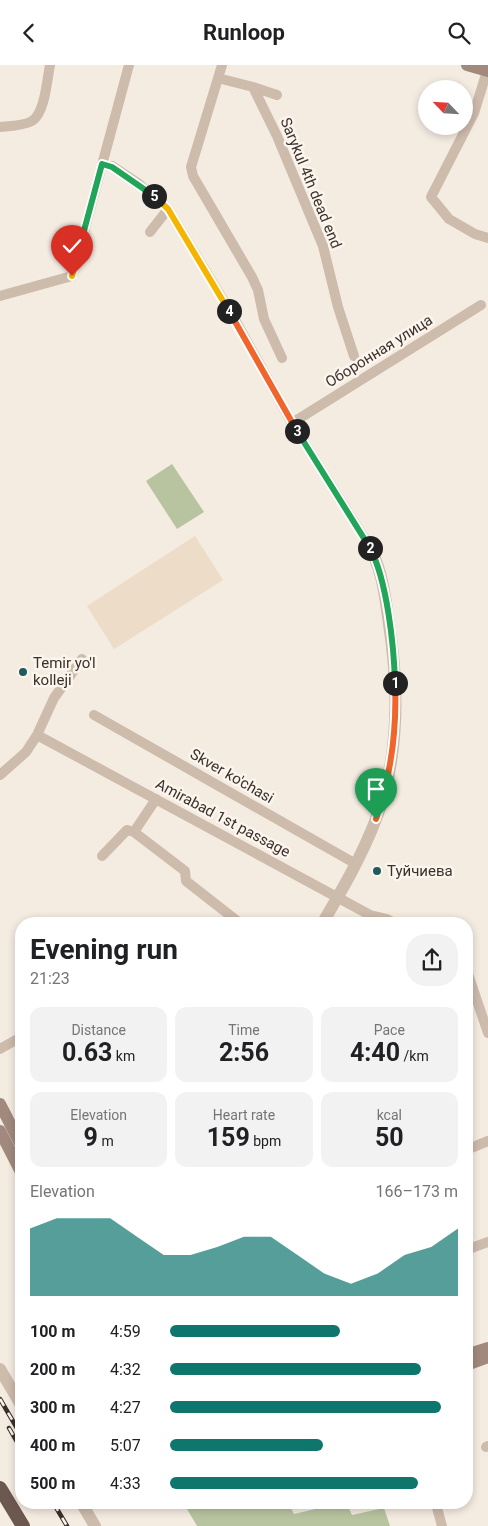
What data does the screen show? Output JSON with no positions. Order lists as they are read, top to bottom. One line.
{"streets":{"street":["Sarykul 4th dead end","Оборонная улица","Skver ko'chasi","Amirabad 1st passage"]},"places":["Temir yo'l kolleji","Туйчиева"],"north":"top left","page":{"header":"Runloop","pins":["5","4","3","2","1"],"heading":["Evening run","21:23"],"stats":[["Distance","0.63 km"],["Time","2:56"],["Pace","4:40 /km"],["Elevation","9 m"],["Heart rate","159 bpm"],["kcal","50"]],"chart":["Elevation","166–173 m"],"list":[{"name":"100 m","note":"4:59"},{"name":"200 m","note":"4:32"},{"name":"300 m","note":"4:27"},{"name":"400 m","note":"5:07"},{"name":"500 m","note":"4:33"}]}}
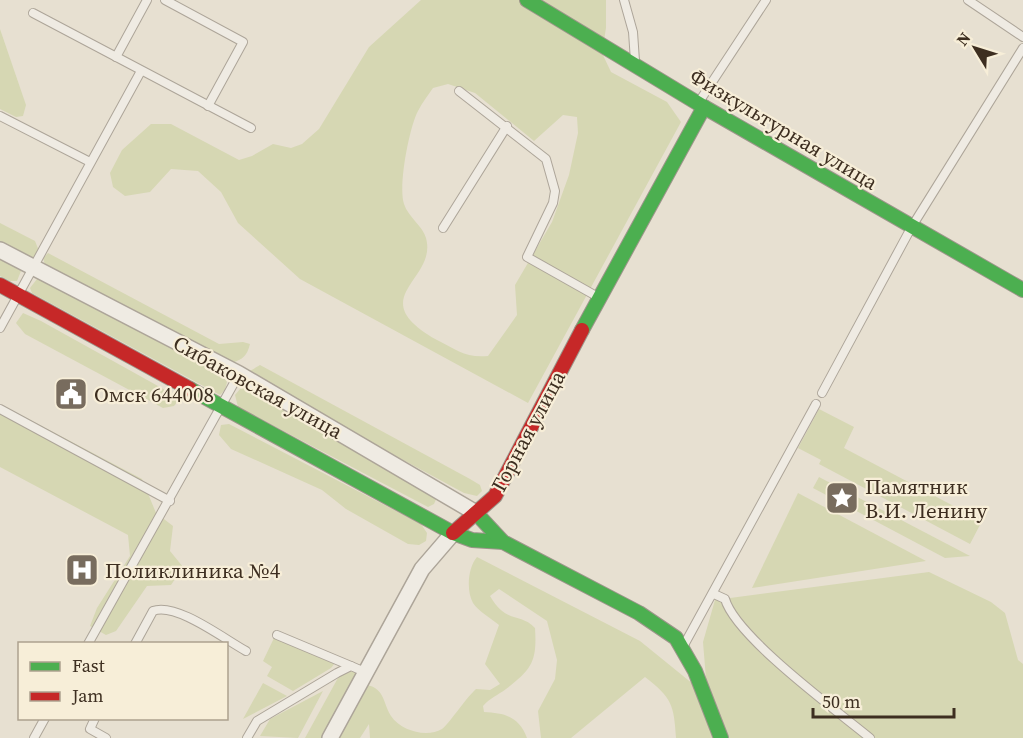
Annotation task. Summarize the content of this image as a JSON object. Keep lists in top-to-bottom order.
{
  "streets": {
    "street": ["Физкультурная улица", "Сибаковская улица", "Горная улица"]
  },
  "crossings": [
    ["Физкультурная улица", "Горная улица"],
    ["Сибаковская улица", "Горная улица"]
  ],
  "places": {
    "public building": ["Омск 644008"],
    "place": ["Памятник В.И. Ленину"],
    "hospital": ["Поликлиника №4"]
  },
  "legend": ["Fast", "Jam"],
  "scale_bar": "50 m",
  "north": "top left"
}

§ **Exercise brief**
Only these are to be transcribed: the line with "Annotation task. Summarize" and every line after it through the last line of the entries, each exactly.

§ **Your solution**
Annotation task. Summarize the content of this image as a JSON object. Keep lists in top-to-bottom order.
{
  "streets": {
    "street": ["Физкультурная улица", "Сибаковская улица", "Горная улица"]
  },
  "crossings": [
    ["Физкультурная улица", "Горная улица"],
    ["Сибаковская улица", "Горная улица"]
  ],
  "places": {
    "public building": ["Омск 644008"],
    "place": ["Памятник В.И. Ленину"],
    "hospital": ["Поликлиника №4"]
  },
  "legend": ["Fast", "Jam"],
  "scale_bar": "50 m",
  "north": "top left"
}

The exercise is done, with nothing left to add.